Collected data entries
○ ○ ○ ○ ○

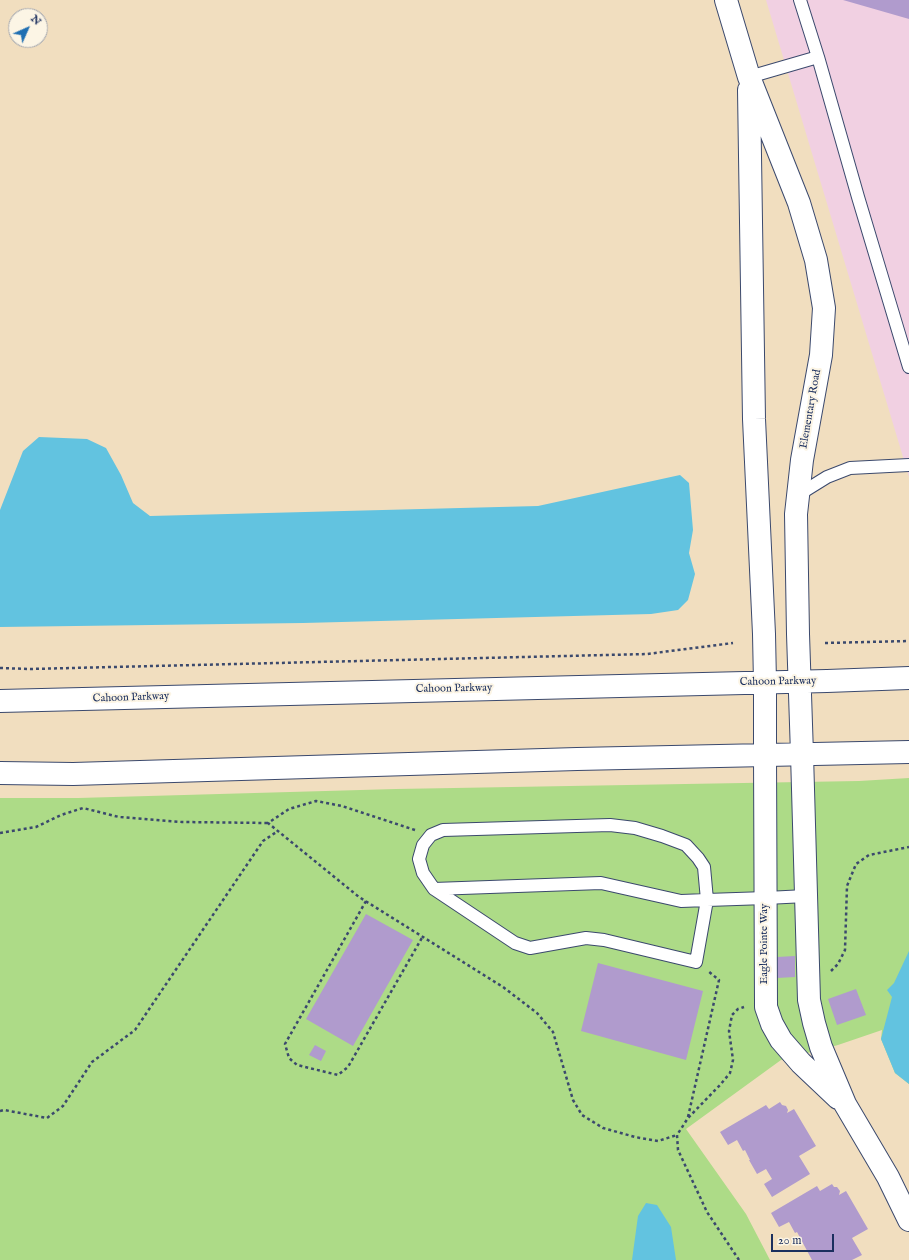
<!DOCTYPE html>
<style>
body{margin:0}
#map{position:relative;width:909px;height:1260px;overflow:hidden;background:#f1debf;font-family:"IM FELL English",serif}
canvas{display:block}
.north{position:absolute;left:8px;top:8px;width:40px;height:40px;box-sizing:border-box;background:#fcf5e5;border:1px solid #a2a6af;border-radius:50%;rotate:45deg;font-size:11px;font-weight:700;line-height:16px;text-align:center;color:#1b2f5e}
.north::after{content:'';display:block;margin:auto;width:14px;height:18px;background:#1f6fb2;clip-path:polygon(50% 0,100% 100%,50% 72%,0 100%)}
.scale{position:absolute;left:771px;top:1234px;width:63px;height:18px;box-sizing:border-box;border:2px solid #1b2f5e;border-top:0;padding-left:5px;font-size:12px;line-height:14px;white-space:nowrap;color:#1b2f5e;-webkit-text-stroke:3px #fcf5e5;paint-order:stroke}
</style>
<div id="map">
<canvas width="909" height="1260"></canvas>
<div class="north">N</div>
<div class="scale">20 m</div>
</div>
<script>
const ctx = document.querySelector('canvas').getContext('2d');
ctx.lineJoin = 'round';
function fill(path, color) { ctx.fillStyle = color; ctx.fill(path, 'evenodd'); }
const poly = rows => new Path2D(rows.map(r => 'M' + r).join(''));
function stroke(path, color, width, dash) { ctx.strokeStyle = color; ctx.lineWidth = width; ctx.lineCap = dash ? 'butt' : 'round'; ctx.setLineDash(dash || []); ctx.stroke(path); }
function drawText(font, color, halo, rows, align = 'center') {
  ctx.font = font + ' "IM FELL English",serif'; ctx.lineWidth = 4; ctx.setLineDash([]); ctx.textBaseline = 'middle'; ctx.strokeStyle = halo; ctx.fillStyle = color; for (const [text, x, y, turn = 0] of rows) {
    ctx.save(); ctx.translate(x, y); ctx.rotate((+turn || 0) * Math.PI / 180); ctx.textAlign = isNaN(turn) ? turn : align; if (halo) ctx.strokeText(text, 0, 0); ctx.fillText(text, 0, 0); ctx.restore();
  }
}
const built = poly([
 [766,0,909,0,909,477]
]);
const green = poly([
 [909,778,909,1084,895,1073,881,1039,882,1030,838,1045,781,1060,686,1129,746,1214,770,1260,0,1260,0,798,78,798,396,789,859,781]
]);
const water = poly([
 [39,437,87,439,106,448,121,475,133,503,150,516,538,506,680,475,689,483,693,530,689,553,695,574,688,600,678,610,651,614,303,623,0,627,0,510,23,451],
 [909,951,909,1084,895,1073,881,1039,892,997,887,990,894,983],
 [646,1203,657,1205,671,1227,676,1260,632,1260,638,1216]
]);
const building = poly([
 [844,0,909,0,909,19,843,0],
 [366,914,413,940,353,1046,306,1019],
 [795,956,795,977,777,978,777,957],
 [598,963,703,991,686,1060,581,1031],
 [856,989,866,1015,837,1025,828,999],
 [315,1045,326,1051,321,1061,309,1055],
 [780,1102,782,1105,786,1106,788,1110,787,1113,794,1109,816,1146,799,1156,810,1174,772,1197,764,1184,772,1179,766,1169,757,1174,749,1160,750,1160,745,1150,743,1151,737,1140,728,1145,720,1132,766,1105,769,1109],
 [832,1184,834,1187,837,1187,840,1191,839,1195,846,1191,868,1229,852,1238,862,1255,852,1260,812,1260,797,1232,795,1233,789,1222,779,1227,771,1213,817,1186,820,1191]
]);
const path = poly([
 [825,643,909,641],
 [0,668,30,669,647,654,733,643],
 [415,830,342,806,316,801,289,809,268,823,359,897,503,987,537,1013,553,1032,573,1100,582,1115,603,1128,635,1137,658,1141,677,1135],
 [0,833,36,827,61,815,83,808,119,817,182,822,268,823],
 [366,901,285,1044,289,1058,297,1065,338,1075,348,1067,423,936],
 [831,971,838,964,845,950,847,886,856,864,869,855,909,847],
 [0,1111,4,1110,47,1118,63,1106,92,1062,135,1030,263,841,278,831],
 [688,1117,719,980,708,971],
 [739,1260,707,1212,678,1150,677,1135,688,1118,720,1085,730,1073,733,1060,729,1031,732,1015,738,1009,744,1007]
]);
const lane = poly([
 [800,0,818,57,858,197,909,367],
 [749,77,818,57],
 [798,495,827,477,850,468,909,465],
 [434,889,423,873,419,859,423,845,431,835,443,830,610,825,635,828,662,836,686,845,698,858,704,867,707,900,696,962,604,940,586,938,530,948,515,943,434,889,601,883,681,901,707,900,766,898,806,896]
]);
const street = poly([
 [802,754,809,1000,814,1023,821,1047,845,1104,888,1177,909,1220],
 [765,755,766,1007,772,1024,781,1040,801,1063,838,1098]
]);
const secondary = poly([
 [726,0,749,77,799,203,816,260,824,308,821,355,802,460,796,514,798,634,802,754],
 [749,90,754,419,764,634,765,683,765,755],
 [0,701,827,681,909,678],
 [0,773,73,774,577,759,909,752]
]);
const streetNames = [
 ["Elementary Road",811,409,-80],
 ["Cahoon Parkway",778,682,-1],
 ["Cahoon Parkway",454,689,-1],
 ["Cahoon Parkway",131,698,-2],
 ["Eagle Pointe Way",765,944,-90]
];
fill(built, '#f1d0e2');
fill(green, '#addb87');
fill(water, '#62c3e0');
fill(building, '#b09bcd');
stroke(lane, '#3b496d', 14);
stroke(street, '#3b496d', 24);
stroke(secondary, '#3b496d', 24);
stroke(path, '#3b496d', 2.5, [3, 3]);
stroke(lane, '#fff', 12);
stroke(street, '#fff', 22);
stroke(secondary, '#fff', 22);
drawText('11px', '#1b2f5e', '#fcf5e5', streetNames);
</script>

○ ○ ○ ○ ○

* Exercise brief: Your answer should be every line above that contains the word "scale".

* Output below:
.scale{position:absolute;left:771px;top:1234px;width:63px;height:18px;box-sizing:border-box;border:2px solid #1b2f5e;border-top:0;padding-left:5px;font-size:12px;line-height:14px;white-space:nowrap;color:#1b2f5e;-webkit-text-stroke:3px #fcf5e5;paint-order:stroke}
<div class="scale">20 m</div>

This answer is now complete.